[Start of section]
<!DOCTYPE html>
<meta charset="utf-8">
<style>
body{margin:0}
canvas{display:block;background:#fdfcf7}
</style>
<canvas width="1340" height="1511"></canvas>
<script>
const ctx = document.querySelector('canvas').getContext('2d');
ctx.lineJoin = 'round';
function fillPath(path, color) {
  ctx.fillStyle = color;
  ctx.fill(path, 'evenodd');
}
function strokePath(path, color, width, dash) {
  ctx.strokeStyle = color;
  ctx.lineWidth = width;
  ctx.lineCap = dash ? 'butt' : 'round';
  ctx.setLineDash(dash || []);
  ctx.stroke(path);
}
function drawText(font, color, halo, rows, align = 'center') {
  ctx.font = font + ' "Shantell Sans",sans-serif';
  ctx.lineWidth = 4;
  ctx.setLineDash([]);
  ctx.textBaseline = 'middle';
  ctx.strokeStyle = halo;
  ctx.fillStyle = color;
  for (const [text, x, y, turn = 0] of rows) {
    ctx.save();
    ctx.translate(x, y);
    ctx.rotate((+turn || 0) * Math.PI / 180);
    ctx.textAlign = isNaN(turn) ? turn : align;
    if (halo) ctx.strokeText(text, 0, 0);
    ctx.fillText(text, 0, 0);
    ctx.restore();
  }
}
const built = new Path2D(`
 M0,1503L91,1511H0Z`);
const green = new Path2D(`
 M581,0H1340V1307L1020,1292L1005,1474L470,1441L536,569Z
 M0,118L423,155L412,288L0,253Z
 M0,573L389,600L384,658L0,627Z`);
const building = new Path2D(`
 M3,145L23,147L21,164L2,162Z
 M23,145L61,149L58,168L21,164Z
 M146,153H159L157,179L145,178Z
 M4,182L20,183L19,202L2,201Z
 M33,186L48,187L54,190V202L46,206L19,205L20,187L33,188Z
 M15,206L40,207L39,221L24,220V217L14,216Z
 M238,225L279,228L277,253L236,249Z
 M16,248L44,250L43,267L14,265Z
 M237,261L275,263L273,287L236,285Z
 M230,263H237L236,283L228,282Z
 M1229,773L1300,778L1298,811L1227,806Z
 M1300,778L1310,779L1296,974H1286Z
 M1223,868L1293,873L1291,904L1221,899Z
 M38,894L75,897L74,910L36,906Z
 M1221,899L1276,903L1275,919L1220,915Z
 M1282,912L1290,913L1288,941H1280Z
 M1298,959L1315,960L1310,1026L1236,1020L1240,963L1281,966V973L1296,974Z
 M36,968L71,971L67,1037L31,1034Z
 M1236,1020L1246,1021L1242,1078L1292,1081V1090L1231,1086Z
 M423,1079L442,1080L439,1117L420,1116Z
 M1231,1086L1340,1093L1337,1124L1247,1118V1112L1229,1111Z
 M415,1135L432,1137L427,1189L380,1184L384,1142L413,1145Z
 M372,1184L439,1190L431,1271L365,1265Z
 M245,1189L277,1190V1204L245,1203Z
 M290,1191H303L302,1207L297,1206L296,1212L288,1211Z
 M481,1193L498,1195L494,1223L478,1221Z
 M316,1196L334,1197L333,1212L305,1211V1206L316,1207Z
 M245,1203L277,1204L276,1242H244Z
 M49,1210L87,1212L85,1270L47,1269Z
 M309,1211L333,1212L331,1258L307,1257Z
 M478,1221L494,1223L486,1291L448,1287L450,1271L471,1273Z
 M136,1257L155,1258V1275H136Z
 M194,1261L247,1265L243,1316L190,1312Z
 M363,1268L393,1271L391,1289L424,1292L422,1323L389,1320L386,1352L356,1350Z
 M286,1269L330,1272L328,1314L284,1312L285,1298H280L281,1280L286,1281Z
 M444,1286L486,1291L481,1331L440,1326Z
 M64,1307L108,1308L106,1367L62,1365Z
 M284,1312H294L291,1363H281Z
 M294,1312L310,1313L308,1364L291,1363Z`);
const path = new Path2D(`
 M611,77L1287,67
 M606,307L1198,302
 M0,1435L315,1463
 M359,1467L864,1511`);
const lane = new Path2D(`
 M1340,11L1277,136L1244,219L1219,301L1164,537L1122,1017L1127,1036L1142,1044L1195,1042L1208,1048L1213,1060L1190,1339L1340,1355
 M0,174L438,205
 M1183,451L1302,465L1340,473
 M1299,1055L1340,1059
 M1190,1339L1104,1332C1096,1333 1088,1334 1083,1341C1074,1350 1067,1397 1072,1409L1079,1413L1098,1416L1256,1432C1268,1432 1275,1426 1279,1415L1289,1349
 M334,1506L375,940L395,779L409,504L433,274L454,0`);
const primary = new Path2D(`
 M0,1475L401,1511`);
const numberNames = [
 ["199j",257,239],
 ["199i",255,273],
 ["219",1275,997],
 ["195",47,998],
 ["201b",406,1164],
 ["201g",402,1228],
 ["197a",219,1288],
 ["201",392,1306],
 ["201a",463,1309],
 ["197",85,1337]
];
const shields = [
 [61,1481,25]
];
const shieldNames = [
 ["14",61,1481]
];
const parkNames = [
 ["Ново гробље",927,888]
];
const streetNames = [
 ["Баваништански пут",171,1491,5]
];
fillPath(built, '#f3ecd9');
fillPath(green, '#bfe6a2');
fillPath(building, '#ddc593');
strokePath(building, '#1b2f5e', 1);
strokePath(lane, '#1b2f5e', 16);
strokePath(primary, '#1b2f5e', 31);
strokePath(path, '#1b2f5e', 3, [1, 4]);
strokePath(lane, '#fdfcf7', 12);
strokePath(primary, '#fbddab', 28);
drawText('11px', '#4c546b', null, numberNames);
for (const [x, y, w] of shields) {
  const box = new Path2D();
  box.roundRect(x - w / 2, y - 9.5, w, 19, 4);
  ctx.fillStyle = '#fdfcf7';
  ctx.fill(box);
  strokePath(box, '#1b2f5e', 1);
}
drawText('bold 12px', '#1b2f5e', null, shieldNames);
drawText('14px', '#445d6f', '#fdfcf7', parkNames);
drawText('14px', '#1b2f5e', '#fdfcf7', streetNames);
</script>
[End of section]
Using the listing above, copy exactly the line that contains "ctx.lineWidth = 4;", the line that contains "M1282,912L1290,913L1288,941H1280Z", and each line that falls between them.

  ctx.lineWidth = 4;
  ctx.setLineDash([]);
  ctx.textBaseline = 'middle';
  ctx.strokeStyle = halo;
  ctx.fillStyle = color;
  for (const [text, x, y, turn = 0] of rows) {
    ctx.save();
    ctx.translate(x, y);
    ctx.rotate((+turn || 0) * Math.PI / 180);
    ctx.textAlign = isNaN(turn) ? turn : align;
    if (halo) ctx.strokeText(text, 0, 0);
    ctx.fillText(text, 0, 0);
    ctx.restore();
  }
}
const built = new Path2D(`
 M0,1503L91,1511H0Z`);
const green = new Path2D(`
 M581,0H1340V1307L1020,1292L1005,1474L470,1441L536,569Z
 M0,118L423,155L412,288L0,253Z
 M0,573L389,600L384,658L0,627Z`);
const building = new Path2D(`
 M3,145L23,147L21,164L2,162Z
 M23,145L61,149L58,168L21,164Z
 M146,153H159L157,179L145,178Z
 M4,182L20,183L19,202L2,201Z
 M33,186L48,187L54,190V202L46,206L19,205L20,187L33,188Z
 M15,206L40,207L39,221L24,220V217L14,216Z
 M238,225L279,228L277,253L236,249Z
 M16,248L44,250L43,267L14,265Z
 M237,261L275,263L273,287L236,285Z
 M230,263H237L236,283L228,282Z
 M1229,773L1300,778L1298,811L1227,806Z
 M1300,778L1310,779L1296,974H1286Z
 M1223,868L1293,873L1291,904L1221,899Z
 M38,894L75,897L74,910L36,906Z
 M1221,899L1276,903L1275,919L1220,915Z
 M1282,912L1290,913L1288,941H1280Z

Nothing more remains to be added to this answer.